The prize awarding ceremony will be inaugurated by the address given by Giovanni Ferrero (CRT Foundation) and Ralph Dum (EU Future Emerging Technologies), and will develop as a conversation betweenBarabàsi and Alessandro Vespignani, ISI Scientific Director – Institute for Scientific Interchange of Torino – and of the Research Center for Complex Networks and Systems of Indiana University, USA. The meeting will be coordinated by Vittorio Bo, founder of the publishing house Codice Edizioni and director of Genoa Science Festival. The remarks by Angelo Miglietta (CRT Foundation) and Mario Rasetti ( ISI Foundation) will close the ceremony.
On the same day, in the morning, at 11:00 am, Albert László Barabàsi will participate in a press conference organized at the main site of CRT Foundation, in via XX Settembre 31, Torino.
TheLagrange Prize – CRT Foundation, entitled to the scientist and mathematician Joseph-Louis Lagrange, was established in Torino, in 2007, upon an initiative by Fondazione Cassa di Risparmio of Torino and under the coordination of ISI Foundation – Institute for Scientific Interchange; the prize is the most important International award for the study of complex systems (a sector in which Torino has been playing a leading role for years and at world level). In the past editions, the Prize – consisting in a research grant of fifty-thousand Euros – was awarded to the Russian mathematician Yakov Grigorievich Sinai, the British economist William Brian Arthur (2008), the Italian physicist Giorgio Parisi (2009) and the US bioengineer James J. Collins (2010).

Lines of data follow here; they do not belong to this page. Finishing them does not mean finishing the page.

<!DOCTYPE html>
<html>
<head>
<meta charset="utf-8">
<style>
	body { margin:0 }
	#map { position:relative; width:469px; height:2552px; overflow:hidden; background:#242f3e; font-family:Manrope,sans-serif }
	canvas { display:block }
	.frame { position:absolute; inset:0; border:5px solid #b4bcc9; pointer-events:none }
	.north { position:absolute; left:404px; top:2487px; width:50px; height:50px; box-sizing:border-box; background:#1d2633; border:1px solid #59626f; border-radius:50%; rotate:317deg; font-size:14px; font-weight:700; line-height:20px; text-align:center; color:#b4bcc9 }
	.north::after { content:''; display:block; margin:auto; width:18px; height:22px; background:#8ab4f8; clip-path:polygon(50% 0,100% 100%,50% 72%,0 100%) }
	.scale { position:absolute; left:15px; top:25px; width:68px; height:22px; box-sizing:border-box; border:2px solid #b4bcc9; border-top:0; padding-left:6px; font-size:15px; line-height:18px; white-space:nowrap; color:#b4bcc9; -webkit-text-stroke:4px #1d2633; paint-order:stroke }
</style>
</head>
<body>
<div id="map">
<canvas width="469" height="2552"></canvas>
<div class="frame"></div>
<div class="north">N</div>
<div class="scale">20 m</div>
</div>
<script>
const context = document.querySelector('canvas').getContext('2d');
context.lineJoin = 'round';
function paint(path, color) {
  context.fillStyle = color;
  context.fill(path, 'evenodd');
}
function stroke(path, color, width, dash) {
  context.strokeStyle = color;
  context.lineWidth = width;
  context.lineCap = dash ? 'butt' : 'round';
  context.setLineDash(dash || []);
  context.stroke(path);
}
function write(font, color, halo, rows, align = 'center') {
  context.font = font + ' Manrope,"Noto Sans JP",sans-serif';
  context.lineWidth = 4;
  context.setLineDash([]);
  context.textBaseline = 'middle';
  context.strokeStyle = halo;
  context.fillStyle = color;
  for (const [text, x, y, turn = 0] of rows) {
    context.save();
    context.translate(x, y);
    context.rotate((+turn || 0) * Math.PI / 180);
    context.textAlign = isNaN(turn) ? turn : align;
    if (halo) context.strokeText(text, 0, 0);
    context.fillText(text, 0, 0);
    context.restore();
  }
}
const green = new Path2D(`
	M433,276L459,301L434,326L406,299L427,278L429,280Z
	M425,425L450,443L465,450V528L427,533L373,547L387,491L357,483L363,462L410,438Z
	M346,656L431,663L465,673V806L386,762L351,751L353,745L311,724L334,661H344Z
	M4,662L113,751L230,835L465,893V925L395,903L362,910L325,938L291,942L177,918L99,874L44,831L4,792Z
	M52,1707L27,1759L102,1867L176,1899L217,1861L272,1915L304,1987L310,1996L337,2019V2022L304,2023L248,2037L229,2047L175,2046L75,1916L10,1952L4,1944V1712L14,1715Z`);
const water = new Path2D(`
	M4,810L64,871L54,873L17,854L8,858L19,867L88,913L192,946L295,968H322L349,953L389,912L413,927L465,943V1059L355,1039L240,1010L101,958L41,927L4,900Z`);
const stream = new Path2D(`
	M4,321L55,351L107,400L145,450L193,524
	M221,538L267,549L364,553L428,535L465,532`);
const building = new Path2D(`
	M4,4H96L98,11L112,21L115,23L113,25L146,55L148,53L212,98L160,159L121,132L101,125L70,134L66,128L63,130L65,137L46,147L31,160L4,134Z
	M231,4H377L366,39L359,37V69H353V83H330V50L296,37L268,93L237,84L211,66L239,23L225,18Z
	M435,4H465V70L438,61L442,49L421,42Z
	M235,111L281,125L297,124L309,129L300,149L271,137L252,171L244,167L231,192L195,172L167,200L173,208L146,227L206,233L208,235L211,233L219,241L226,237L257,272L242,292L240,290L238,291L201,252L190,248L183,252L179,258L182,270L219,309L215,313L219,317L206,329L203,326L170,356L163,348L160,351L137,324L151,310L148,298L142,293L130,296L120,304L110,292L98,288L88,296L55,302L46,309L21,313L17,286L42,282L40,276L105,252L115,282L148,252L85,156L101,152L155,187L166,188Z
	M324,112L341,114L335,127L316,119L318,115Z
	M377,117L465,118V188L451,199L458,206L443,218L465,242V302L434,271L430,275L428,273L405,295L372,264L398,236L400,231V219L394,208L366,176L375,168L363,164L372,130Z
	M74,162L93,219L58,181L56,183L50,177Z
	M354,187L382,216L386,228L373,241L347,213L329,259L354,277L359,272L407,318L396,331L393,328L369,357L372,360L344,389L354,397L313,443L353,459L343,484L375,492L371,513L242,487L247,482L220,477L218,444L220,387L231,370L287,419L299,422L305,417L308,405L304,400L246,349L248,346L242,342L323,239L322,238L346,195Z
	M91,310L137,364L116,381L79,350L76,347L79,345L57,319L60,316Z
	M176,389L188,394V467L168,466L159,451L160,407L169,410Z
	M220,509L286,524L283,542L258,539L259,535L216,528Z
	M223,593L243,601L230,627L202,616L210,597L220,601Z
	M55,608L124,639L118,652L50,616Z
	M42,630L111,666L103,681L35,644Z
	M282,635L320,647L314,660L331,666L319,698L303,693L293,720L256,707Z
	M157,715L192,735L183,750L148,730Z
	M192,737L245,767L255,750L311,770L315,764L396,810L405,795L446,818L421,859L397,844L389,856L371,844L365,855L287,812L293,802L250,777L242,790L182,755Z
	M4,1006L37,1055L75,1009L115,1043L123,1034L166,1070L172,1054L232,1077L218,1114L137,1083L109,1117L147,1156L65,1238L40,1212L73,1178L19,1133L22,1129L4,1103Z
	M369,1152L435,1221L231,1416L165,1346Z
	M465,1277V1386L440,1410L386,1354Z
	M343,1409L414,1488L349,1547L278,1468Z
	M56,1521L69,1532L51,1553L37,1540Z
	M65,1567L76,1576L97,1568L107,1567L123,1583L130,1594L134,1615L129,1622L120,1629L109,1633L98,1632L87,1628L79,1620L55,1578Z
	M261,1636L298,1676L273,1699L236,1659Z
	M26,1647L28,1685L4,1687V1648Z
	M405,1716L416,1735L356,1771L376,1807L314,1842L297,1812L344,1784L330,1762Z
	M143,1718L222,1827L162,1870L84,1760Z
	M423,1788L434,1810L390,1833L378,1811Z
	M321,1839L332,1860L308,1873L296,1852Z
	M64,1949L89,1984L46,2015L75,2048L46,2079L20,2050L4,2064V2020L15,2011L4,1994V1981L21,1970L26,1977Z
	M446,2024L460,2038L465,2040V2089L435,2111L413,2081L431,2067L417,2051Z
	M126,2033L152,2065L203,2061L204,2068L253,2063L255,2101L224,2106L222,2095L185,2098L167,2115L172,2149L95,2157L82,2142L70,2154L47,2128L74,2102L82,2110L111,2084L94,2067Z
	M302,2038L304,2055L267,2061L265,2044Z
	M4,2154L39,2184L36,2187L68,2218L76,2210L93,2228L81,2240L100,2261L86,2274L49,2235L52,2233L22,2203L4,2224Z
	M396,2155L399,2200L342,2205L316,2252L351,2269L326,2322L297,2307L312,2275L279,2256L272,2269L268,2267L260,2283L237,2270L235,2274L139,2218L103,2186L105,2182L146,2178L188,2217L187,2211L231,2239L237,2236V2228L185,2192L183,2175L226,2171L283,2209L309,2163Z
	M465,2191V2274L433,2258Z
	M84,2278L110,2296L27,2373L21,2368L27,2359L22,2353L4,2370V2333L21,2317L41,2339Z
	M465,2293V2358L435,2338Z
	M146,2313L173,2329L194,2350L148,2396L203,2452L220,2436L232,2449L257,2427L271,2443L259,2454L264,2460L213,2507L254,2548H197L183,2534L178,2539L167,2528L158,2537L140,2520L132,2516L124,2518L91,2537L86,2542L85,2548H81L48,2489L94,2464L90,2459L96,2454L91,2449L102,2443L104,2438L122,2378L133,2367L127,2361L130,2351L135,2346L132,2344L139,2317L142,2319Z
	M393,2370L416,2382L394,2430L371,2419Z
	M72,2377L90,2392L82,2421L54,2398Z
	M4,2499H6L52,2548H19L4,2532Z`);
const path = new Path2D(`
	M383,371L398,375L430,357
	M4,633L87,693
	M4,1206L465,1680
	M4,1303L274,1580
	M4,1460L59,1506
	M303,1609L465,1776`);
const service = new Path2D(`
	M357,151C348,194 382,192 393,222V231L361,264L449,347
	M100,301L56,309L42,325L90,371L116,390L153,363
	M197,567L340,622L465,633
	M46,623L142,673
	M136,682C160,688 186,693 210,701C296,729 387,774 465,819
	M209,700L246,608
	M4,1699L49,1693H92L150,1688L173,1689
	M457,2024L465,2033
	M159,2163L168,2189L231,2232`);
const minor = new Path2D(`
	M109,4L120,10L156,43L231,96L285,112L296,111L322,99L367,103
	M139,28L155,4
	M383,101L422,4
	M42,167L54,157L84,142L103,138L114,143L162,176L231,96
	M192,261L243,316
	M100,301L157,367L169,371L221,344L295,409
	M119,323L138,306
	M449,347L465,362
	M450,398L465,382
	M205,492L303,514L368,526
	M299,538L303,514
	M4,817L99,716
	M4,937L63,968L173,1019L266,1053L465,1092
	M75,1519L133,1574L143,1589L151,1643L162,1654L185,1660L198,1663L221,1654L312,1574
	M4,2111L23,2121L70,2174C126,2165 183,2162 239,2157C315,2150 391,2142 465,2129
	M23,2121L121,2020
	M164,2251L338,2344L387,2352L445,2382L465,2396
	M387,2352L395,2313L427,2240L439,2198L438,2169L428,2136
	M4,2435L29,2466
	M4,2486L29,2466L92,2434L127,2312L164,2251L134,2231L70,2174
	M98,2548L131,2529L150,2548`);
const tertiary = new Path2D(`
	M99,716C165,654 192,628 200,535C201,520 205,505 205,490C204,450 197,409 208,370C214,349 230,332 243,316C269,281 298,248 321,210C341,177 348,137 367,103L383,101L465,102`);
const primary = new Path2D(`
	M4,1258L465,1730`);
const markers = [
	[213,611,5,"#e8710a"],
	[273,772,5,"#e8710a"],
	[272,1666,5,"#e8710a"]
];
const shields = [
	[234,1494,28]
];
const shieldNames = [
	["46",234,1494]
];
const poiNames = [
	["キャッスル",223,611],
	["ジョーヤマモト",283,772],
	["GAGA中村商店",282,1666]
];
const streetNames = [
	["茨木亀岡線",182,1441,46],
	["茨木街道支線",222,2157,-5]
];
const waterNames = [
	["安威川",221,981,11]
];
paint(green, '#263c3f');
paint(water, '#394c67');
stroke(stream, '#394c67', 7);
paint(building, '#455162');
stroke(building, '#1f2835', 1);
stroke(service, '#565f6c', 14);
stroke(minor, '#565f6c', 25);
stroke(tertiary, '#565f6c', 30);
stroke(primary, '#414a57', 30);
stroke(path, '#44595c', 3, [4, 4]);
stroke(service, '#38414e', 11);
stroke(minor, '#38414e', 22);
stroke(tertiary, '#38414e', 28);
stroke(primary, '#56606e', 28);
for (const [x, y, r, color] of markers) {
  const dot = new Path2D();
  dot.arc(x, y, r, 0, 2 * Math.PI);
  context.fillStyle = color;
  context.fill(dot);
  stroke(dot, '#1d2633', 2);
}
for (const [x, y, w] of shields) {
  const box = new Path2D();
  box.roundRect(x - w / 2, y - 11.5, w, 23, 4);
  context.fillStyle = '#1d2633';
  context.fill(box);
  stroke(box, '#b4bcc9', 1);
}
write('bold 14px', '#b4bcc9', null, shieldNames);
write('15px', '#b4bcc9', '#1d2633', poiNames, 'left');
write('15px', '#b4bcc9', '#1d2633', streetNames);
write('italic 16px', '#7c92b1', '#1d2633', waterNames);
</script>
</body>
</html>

BURSTS OF (AND ON) ALBERT LÁSZLÓ BARABÀSI
“In Linked, Barabàsi has shown us how complex networks deploy in the space. In Bursts, he shows us how they deploy in time. Your life can seem you like regulated by chaos : instead, all – from the visit to a place to that to a physician – is predictable and happens in bursts”.
Clay Shirky, expert in technologies and author of Surplus cognitivo. Creatività e generosità nell’era digitale (Codice, 2010).
“I am a scientist, therefore I believe that a great part of natural phenomena can be understood, defined and predicted and – potentially – controlled. Nobody would have anything to say against such objectives. But, what if we replaced “natural phenomena” with “human beings”? That would mean that human beings can be understood, defined, predicted and – potentially – controlled. Quite an alarming idea, isn’it?”
Albert László Barabàsi
“Barabàsi is one of the few people in the world who has understood the deep structure of empirical reality”.
Nassim Nicholas Taleb, philisopher, essay writer of Il cigno nero. Come l’improbabile governa la nostra vita (Il Saggiatore, 2008).
“Today we are obsessed with Facebook, MySpace, Twitter and we spend our time voraciously devouring thoughts, comments and pictures of our friends. Try to imagine a new generation of social networks that does not play with the past but allows you to peep at our future. Forget the concept of “what are you thinking about?” and concentrate on the events still to happen. If you believe that Twitter and Facebook create addiction, just imagine what could be generated by the possibility of predicting the future”.
Albert László Barabàsi
“The philosopher Karl Popper rejected all attempts to show a priori which direction history could take. Today Barabàsi launches a new challenge: human behaviours are not in principle unforeseeable, we can catch a glimpse of the universal amid an intricate plot of human lives”.
Marco Motta, journalist, Le Scienze.